Analysis of the signaling pathways involved in insulin-induced AQP2 expression in collecting duct principal cells. The next step in our study was to decipher the transduction pathway responsible for the insulin-dependent rise in AQP2 protein expression. We first assessed the role of the PI 3-kinase-dependent signaling pathway in the insulin potentiation of AVP-induced AQP2 expression. After preincubation for 24 h with 10–10 M AVP, cells were incubated for an additional 8 h in the absence or presence of 10–8 M insulin and without or with either 2.5 x 10–5 M LY-294002 or 10–7 M wortmannin, two structurally unrelated PI 3-kinase inhibitors. Western blot analyses show that both drugs prevented the insulin-dependent stimulation of AQP2 protein expression (Fig. 6, A and B, lanes 1 and 2 compared with lanes 3 and 4 and 5 and 6). Control experiments have shown that insulin, but not AVP, stimulated PI 3-kinase activity in mpkCCDcl4 cells and that wortmannin prevented this effect (Fig. 6, C and D). These results strongly suggest that stimulation of PI 3-kinase is required for increased AQP2 protein expression in response to insulin in AVP-treated cells. It should be mentioned that LY-294002 decreased the basal expression levels of AQP2 while wortmannin did not. This result suggests that PI 3-kinase does not play a major role in the control of basal AQP2 expression and that decreased AQP2 expression in response to LY-294002 rather reflects a nonspecific effect of the drug in mpkCCDcl4 cells. The role of PI 3-kinase in the modulation of AVP-dependent AQP2 protein expression was further evaluated by studying the effect of IGF-1, which stimulates PI 3-kinase activity (59), and EGF, which does not activate PI 3-kinase (25), on AVP-induced AQP2 expression. After preincubation for 24 h with 10–10 M AVP, cells were incubated for an additional 24 h in the absence or presence of 10–9 M IGF-1 or 10–9 M EGF. Figure 6, E and F, shows that IGF-1 potentiated the effect of AVP on AQP2 expression (lane 1 compared with lane 3), whereas EGF had no effect on AVP-induced AQP2 expression (lane 1 compared with lane 2). Since IGF-1 stimulates, while EGF does not alter, PI 3-kinase activity (25, 59), these results further indicate that PI 3-kinase modulates the AVP-dependent expression of AQP2 in mpkCCDcl4 cells.
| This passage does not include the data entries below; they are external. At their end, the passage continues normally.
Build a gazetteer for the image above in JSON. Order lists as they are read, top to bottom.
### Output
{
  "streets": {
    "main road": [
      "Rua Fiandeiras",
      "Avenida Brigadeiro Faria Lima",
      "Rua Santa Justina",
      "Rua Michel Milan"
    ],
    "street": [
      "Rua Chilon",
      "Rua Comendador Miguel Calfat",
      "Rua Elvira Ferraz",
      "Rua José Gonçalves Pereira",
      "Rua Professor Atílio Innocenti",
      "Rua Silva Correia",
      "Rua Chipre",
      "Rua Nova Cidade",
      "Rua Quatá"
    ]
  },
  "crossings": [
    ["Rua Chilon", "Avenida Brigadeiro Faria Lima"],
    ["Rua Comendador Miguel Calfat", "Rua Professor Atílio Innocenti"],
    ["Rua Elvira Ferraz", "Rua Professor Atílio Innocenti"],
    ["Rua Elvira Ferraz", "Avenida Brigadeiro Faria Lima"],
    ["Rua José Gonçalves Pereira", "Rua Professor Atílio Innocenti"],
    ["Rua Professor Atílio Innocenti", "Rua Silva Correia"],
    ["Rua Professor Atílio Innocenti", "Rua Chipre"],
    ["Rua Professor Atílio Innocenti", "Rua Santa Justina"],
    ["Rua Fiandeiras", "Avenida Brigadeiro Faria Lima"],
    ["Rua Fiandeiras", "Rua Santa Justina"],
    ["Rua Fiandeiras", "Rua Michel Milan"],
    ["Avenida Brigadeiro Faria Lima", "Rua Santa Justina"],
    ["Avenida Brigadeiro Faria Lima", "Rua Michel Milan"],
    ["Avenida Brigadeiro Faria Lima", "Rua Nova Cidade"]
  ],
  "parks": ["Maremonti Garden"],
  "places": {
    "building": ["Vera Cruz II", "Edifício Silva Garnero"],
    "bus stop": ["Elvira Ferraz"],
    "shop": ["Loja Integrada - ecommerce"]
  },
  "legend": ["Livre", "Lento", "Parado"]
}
Since the MAPK pathway is responsible for the insulin-dependent cell growth and controls the expression levels of many cellular genes (13, 44), we investigated the role of ERK and p38 kinase pathways in insulin potentiation of AVP-induced AQP2 expression in mpkCCDcl4 cells. Cells were preincubated for 24 h with 10–10 M AVP and then for an additional 8 h in the absence or presence of 10–8 M insulin and without or with either 10–6 M U-0126, a specific MEK1 inhibitor, or 10–5 M SB-203580, a p38 kinase inhibitor. Results show that U-0126 abolished the stimulation of ERK1/2 activity by insulin, estimated by Western blotting with anti-phospho ERK antibodies (Fig. 7A). U-0126 prevented the stimulatory effect of insulin on AVP-induced AQP2 protein expression (Fig. 7, A and B, lanes 1 and 2 compared with lanes 3 and 4), whereas it did not alter the effect of AVP alone (Fig. 7A, lane 1 compared with lane 3). Control experiments have shown that insulin stimulated p38 kinase activity estimated by Western blotting with anti-phospho p38 antibodies in mpkCCDcl4 cells (Fig. 7A). Inhibition of p38 kinase activity with SB-203580 prevented the insulin-induced increase in AVP-dependent AQP2 protein expression (Fig. 7, A and B, lanes 1 and 2 compared with lanes 5 and 6). The efficacy of SB-203580 was attested to by inhibition of insulin-induced MAPKAP-2 phosphorylation, which lies downstream of p38 kinase (43) (data not shown). Therefore, the effect of insulin on AQP2 expression is dependent on both ERK and p38 kinase activities.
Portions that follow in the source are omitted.